From the listing below, tally the lines that include "secondary". Return only the total.

——————————

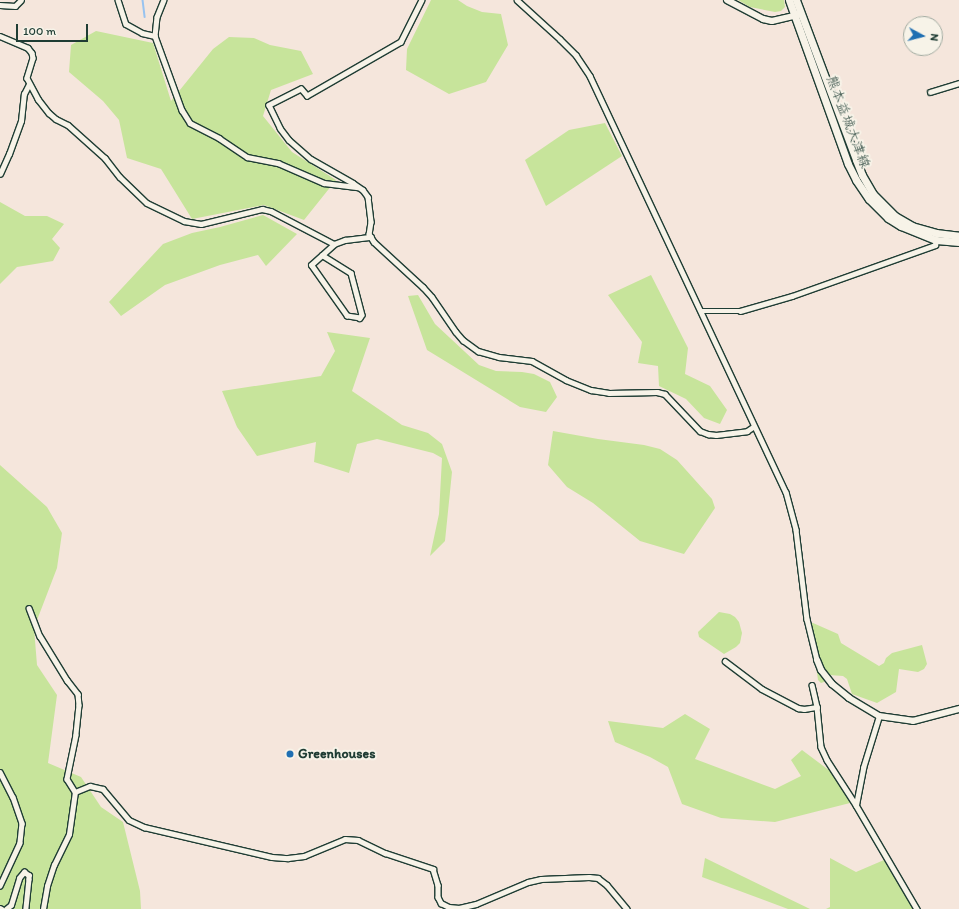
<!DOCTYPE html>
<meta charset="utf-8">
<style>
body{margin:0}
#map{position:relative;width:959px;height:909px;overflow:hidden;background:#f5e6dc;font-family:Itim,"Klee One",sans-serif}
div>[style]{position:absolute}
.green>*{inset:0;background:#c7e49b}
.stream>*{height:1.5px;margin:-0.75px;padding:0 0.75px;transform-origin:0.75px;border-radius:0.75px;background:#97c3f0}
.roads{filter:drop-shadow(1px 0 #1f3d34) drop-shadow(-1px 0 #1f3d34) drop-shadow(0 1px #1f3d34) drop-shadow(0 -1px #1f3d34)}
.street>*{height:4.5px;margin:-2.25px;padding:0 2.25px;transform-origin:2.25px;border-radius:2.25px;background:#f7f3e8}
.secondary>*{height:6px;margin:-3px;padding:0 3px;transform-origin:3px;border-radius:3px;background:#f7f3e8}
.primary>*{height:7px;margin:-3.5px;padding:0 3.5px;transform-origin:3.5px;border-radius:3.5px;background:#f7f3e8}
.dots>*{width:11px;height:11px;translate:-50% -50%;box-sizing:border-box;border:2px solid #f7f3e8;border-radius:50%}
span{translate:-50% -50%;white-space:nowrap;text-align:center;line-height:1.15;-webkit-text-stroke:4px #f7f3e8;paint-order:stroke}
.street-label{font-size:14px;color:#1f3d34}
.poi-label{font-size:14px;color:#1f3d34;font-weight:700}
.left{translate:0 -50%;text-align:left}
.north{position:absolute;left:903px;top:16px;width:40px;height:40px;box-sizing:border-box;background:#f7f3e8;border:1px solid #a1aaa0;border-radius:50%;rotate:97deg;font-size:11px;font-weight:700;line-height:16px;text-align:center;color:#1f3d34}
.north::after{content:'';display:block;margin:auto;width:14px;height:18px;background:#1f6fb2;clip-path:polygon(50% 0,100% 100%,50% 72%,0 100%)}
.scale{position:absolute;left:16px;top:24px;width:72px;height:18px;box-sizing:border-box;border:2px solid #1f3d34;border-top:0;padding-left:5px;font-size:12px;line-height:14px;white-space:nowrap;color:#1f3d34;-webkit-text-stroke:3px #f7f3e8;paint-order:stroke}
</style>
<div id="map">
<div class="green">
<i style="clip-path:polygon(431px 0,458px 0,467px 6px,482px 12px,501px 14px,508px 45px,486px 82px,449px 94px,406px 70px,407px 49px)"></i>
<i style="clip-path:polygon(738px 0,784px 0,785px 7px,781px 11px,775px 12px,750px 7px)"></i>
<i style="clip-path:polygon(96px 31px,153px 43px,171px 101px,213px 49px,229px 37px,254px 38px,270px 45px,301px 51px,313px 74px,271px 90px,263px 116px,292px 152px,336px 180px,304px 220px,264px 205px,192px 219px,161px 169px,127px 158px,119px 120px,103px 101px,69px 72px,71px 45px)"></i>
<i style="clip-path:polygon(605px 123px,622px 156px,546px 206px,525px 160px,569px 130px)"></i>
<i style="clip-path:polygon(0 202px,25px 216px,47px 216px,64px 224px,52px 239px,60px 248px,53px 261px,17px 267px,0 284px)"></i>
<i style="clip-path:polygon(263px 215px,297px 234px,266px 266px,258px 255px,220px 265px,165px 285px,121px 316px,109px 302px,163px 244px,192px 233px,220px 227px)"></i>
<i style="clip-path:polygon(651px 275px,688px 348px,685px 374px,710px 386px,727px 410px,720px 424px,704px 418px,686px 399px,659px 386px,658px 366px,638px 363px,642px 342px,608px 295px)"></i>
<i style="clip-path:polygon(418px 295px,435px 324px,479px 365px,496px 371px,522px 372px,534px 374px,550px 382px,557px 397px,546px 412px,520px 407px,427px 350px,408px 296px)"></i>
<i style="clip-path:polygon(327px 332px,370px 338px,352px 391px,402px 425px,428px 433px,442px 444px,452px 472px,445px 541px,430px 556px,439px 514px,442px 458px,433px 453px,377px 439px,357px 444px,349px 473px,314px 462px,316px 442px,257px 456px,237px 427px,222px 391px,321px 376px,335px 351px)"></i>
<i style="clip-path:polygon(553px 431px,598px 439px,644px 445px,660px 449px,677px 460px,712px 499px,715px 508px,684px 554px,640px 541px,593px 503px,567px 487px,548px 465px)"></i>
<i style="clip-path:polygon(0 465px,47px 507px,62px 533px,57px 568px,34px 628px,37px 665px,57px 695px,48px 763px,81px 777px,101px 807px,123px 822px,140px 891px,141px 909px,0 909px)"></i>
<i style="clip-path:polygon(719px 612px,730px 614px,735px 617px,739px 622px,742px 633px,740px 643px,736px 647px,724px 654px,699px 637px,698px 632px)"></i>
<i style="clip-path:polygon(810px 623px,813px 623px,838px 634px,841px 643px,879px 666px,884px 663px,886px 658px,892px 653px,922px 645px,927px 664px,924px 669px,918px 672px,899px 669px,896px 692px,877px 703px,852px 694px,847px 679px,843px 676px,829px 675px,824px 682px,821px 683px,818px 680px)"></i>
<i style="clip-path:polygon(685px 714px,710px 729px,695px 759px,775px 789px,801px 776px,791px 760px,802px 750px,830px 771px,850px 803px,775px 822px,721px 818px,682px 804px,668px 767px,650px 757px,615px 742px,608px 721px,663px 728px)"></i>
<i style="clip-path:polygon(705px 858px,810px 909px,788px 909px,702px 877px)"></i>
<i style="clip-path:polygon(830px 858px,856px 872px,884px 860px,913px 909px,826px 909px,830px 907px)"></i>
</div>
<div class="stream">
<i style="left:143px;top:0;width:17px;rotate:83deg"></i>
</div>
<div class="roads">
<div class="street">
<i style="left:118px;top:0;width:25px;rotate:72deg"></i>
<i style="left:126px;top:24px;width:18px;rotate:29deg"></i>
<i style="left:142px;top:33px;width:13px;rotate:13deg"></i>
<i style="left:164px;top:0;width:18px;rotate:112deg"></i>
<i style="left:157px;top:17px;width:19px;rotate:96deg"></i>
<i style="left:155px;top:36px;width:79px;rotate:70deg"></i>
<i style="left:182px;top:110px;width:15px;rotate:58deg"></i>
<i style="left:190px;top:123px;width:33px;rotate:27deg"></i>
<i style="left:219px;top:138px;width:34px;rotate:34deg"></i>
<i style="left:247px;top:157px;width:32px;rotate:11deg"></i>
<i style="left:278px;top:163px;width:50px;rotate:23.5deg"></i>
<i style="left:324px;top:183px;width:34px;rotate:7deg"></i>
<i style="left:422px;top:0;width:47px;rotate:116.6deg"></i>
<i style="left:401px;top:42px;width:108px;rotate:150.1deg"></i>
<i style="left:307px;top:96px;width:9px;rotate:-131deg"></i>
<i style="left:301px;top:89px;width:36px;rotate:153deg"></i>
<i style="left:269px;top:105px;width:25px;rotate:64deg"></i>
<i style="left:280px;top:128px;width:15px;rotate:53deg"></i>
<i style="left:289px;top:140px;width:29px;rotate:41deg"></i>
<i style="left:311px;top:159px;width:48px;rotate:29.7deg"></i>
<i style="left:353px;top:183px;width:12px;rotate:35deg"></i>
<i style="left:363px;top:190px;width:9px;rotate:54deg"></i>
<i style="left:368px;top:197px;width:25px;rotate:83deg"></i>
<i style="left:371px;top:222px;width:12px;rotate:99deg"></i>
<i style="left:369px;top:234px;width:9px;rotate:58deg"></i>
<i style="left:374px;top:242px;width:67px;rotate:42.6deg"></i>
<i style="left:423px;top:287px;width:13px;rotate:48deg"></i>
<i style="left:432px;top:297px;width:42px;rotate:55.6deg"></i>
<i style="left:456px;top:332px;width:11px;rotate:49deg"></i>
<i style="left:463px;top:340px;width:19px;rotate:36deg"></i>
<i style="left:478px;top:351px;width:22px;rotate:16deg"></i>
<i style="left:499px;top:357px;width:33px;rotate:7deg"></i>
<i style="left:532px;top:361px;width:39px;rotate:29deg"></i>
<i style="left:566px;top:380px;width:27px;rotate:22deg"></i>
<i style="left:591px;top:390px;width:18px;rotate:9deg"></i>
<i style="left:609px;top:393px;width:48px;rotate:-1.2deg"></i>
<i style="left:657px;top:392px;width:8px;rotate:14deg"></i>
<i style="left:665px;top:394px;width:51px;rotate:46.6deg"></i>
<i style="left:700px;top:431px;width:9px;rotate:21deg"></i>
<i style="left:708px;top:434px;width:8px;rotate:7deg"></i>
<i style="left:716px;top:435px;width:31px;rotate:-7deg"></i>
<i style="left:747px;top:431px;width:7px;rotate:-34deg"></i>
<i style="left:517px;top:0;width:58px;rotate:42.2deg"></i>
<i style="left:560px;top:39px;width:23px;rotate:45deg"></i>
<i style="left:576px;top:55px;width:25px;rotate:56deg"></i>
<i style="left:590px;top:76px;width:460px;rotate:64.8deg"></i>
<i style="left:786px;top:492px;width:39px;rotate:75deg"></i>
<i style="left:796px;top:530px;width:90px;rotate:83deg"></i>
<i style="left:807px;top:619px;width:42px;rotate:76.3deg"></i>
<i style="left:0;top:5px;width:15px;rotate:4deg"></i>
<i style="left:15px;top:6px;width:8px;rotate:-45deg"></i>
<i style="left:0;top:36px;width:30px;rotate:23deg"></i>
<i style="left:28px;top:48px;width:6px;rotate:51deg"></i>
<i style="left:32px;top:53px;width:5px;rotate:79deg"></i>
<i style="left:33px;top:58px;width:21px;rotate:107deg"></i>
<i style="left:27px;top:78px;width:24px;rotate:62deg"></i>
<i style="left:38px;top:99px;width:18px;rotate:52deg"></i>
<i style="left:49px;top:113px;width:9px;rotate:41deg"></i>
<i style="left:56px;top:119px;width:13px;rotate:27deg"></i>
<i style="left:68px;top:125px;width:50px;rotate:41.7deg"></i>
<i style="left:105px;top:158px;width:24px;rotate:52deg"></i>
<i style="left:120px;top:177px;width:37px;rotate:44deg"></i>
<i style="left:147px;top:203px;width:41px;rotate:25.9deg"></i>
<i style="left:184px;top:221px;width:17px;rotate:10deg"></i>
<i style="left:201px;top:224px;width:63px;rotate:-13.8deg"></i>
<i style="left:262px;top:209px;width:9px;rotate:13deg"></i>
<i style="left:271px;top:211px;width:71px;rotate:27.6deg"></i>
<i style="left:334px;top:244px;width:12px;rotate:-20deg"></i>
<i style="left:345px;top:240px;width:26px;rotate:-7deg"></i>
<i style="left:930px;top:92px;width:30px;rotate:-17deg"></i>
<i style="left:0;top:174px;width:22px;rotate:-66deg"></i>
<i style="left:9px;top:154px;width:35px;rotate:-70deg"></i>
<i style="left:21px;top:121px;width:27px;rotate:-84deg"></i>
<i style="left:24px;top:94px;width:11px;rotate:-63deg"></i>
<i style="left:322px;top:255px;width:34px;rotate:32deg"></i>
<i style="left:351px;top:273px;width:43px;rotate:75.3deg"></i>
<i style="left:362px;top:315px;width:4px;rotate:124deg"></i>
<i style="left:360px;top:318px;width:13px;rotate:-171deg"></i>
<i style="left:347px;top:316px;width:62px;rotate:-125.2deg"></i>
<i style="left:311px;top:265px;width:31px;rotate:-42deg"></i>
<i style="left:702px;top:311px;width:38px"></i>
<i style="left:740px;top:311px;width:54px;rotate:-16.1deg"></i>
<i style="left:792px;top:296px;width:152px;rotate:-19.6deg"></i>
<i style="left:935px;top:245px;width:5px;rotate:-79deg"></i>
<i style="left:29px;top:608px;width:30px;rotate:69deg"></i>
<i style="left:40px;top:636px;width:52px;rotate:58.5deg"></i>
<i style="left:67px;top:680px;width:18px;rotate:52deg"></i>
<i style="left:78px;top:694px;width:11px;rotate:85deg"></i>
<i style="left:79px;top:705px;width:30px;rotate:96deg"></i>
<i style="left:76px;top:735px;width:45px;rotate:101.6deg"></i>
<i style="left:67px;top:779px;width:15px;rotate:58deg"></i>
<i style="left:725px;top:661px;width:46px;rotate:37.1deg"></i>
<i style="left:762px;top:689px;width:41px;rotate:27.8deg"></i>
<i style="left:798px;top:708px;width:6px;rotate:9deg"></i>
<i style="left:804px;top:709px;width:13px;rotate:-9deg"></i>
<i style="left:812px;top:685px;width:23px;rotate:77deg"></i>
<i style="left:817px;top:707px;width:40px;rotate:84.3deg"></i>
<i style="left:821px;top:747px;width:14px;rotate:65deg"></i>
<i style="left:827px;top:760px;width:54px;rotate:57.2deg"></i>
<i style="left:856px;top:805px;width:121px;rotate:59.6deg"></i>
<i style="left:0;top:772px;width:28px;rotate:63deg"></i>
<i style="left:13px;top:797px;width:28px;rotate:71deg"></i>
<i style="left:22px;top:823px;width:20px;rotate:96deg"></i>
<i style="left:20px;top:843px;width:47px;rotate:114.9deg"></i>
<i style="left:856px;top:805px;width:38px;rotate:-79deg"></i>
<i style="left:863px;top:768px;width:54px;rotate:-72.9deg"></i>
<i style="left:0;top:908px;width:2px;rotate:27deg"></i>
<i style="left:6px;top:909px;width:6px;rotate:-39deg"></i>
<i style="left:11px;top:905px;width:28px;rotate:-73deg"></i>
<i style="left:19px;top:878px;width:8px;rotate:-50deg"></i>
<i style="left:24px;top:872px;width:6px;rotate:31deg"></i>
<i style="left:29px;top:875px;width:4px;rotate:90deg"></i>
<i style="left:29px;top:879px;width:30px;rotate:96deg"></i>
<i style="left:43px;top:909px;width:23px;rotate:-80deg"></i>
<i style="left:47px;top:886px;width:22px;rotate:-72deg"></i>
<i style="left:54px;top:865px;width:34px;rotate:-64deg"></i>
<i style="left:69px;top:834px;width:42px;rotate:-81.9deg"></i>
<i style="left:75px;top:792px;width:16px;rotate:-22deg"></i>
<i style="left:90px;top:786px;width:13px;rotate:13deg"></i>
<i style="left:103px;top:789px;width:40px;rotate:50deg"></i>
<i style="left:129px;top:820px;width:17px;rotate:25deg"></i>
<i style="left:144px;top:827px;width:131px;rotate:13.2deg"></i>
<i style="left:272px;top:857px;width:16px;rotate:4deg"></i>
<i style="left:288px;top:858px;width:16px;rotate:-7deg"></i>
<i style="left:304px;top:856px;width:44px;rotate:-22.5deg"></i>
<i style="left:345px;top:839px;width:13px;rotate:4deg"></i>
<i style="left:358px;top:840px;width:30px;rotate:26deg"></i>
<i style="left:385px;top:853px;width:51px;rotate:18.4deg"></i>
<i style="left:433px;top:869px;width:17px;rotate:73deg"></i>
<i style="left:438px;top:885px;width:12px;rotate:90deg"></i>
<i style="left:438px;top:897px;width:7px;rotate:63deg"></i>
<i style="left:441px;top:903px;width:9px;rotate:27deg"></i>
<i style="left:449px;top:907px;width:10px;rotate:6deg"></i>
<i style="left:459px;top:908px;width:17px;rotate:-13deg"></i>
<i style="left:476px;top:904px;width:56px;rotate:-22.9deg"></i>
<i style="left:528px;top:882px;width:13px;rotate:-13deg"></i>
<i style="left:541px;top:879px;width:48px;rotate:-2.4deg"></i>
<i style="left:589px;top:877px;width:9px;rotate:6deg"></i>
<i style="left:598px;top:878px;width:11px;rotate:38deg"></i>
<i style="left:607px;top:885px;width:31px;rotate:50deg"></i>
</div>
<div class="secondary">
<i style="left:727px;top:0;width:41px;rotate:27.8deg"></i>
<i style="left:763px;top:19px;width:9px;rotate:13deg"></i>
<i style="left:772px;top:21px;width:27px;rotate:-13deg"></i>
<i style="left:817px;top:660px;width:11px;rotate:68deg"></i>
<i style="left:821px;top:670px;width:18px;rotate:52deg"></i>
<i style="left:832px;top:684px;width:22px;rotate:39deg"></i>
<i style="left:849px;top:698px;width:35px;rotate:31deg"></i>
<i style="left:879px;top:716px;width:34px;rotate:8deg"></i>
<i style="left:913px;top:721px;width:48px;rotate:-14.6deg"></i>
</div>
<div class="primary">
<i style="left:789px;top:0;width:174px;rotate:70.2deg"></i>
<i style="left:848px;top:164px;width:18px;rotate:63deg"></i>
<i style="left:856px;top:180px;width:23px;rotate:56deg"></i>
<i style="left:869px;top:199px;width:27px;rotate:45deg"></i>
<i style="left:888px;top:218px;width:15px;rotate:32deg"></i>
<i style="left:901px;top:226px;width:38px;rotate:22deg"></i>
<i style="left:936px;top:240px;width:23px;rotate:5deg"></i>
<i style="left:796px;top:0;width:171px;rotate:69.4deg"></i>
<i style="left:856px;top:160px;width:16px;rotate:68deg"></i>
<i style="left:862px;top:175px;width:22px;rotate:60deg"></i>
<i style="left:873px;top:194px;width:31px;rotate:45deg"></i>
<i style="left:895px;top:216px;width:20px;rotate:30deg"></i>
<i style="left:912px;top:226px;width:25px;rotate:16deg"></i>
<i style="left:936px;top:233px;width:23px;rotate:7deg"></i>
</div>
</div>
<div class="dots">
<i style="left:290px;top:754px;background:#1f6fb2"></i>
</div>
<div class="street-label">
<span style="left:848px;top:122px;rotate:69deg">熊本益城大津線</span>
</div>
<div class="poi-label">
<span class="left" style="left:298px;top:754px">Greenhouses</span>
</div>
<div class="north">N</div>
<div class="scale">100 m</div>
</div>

——————————

Exercise output >>
2